Krefelder Seidenfabrik wird Reallabor für zirkuläres Bauen

Krefeld war einmal Europas Seidenhauptstadt. Jetzt soll die Stadt zur Adresse für zirkuläres Bauen werden. Der Umbau selbst soll zeigen, wie Kreislaufwirtschaft im Bausektor funktioniert.

Gebäude werden nicht mehr als einmalige Verstanden verstanden, sondern als Materialbanken

Gebäude werden nicht mehr als Verbrauchsobjekte verstanden, sondern als Materialbanken.                         Foto: Circular Valley

Der Gebäudesektor ist für rund ein Drittel der globalen CO2-Emissionen verantwortlich.
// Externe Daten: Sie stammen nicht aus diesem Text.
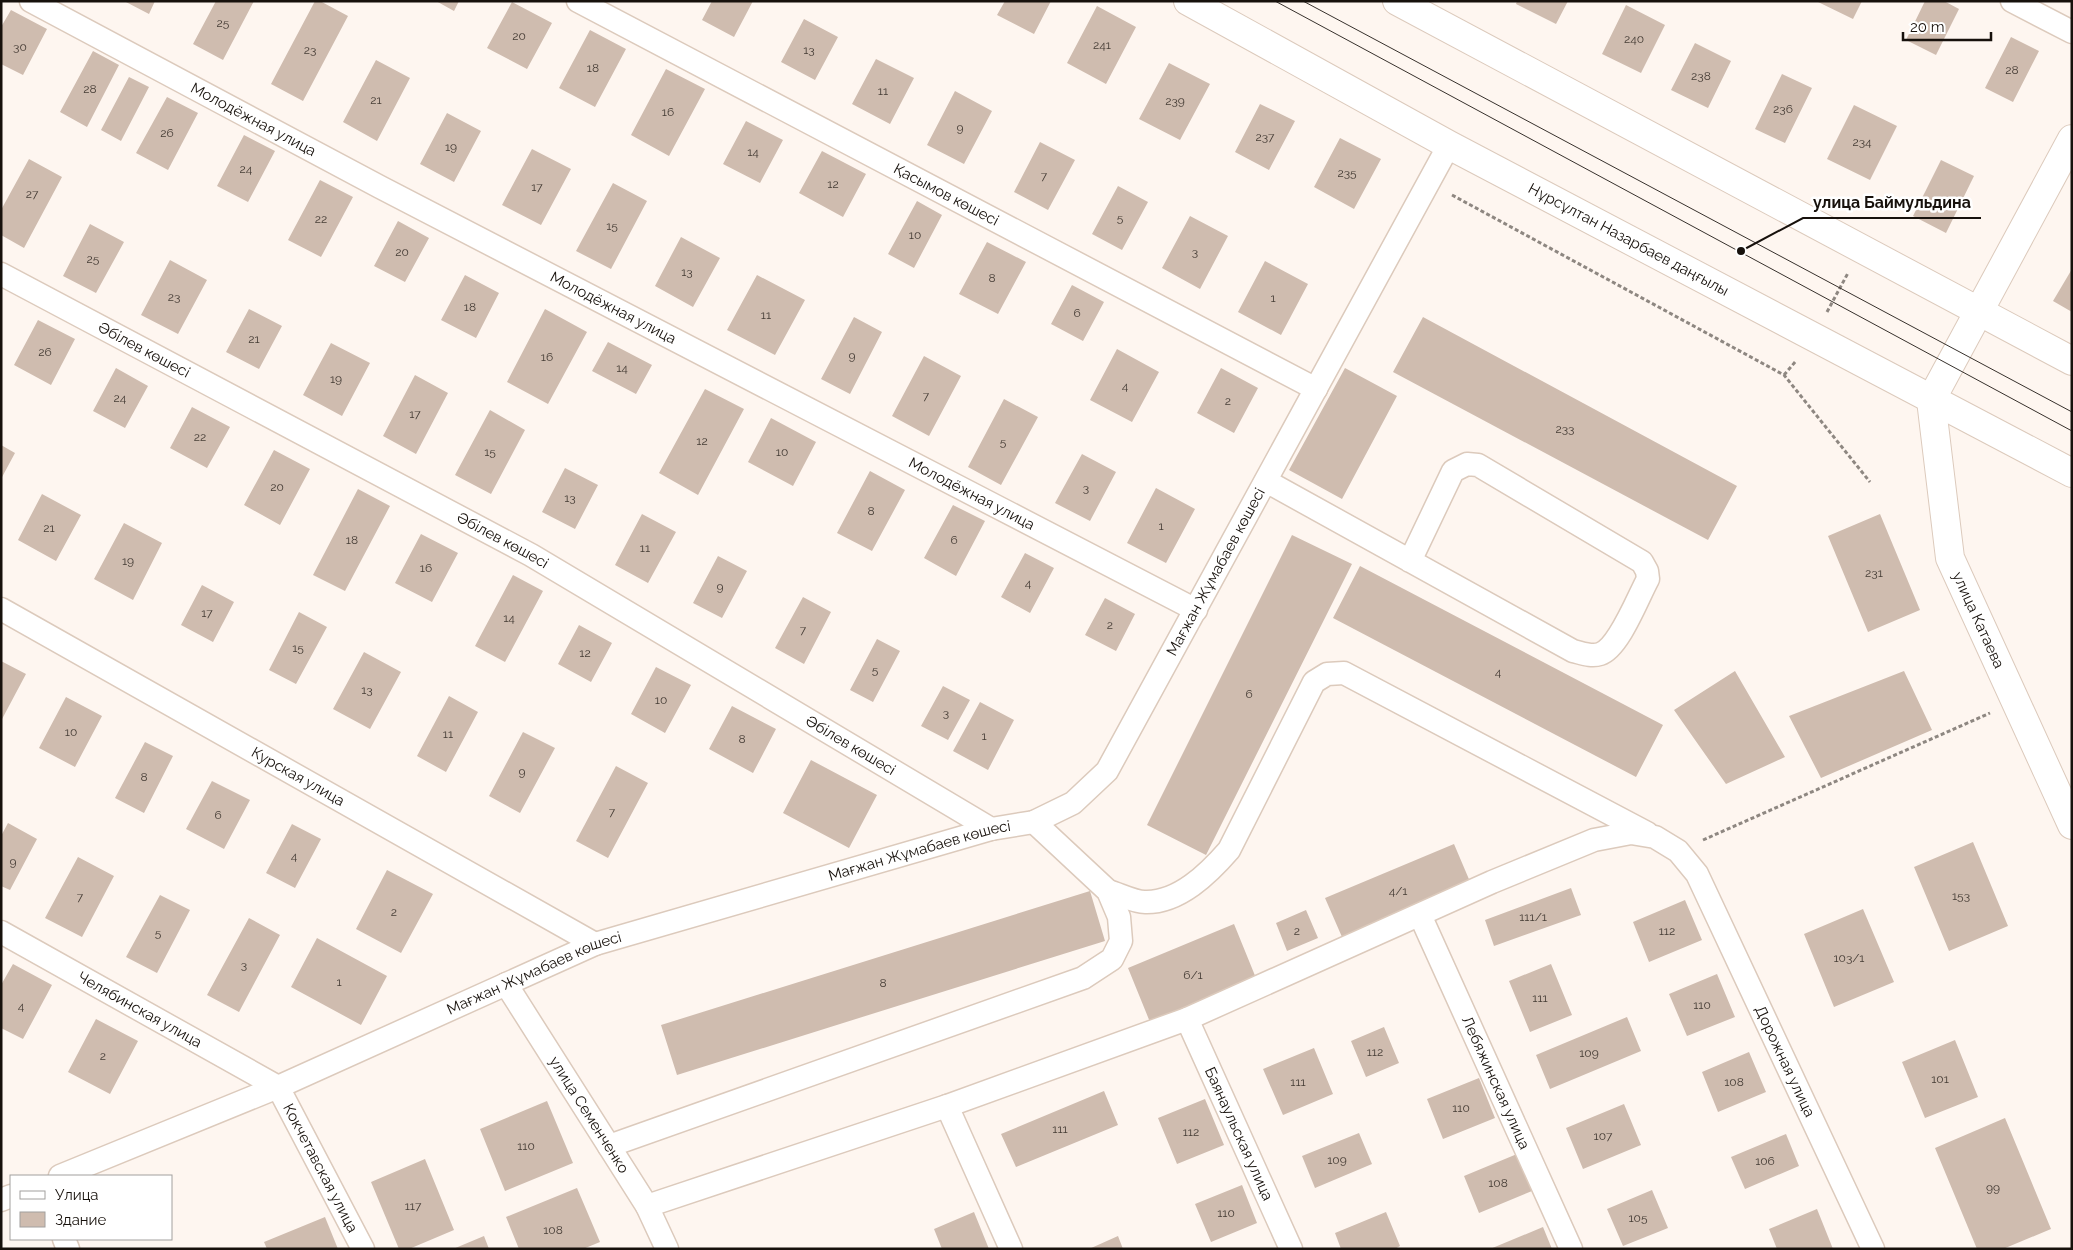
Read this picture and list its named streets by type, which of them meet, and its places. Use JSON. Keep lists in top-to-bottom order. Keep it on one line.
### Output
{"streets":{"main road":["Нұрсұлтан Назарбаев даңғылы","улица Катаева"],"street":["Молодёжная улица","Қасымов көшесі","Әбілев көшесі","Мағжан Жұмабаев көшесі","Курская улица","Челябинская улица","Дорожная улица","Лебяжинская улица","улица Семенченко","Баянаульская улица","Кокчетавская улица"]},"crossings":[["Молодёжная улица","Мағжан Жұмабаев көшесі"],["Қасымов көшесі","Мағжан Жұмабаев көшесі"],["Нұрсұлтан Назарбаев даңғылы","Мағжан Жұмабаев көшесі"],["Нұрсұлтан Назарбаев даңғылы","улица Катаева"],["Әбілев көшесі","Мағжан Жұмабаев көшесі"],["Мағжан Жұмабаев көшесі","Курская улица"],["Мағжан Жұмабаев көшесі","Челябинская улица"],["Мағжан Жұмабаев көшесі","улица Семенченко"],["Мағжан Жұмабаев көшесі","Кокчетавская улица"],["Челябинская улица","Кокчетавская улица"]],"places":["улица Баймульдина"],"house_numbers":["25","20","240","241","30","23","13","18","28","238","28","11","21","239","236","16","9","26","237","234","19","14","24","235","7","12","17","27","5","22","15","10","20","3","25","13","8","23","1","18","6","11","21","26","9","16","14","19","4","7","24","2","17","233","22","12","5","15","10","20","3","13","8","1","21","18","6","11","19","16","231","4","9","17","14","2","7","15","12","5","4","13","6","10","3","10","11","1","8","9","8","7","6","4","9","4/1","153","7","2","111/1","2","112","5","103/1","3","6/1","1","8","111","110","4","112","109","2","101","111","108","110","111","112","107","110","109","106","108","99","117","110","105","108"],"legend":["Улица","Здание"],"scale_bar":"20 m"}
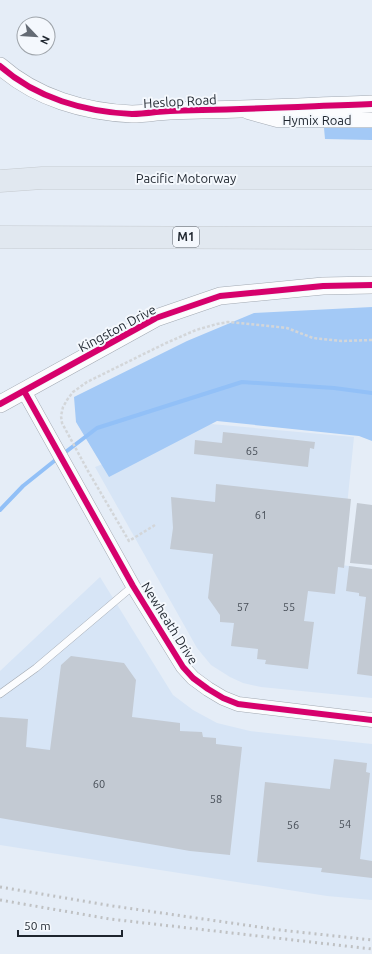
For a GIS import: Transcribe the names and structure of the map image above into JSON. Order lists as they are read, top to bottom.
{
  "streets": {
    "highway": ["Pacific Motorway", "M1"],
    "street": [
      "Heslop Road",
      "Hymix Road",
      "Kingston Drive",
      "Newheath Drive"
    ]
  },
  "crossings": [
    ["Heslop Road", "Hymix Road"],
    ["Kingston Drive", "Newheath Drive"]
  ],
  "house_numbers": [
    "65",
    "61",
    "57",
    "55",
    "60",
    "58",
    "54",
    "56"
  ],
  "scale_bar": "50 m",
  "north": "bottom right"
}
Das meiste davon entsteht  beim Abriss und Neubau: Beton, Stahl und Ziegel speichern über Jahrzehnte gebundene Energie, und wenn das Gebäude fällt, ist diese Bilanz verloren. Trotzdem überwiegt der Neubau.
In Krefeld entsteht der Gegenentwurf. In einer ehemaligen Seidenfabrik soll bis Herbst 2027 ein Gründungszentrum eröffnen. Kernstück wird der Circular Valley Construction Hub. Das Besondere: Der Umbau selbst dient als Demonstrationsprojekt. Das Gebäude soll zeigen, wie zirkuläres Bauen konkret funktioniert. Nicht auf dem Papier, sondern an einer realen Baustelle.

Die städtische Gesellschaft GGK Krefeld hatte die leer stehende Fabrik im September 2023 erworben. Seit Frühjahr 2025 läuft die Sanierung unter der Leitung des Kölner Büros raumwerk.architekten. Kreislaufprinzipien prägen den Entwurf: Der Innenhof wird entsiegelt, damit Regenwasser versickern kann, statt abzufließen. Die hofseitige Fassade wird begrünt. Dr. Carsten Gerhardt, Vorsitzender der Circular Valley Stiftung, sagt: „Das Gebäude an der Luisenstraße wird ein Paradebeispiel für zirkuläres Bauen. Aus einem Bestandsgebäude entsteht etwas Neues, und genau hier kann man zeigen, wie nachhaltige Sanierung konkret funktioniert“.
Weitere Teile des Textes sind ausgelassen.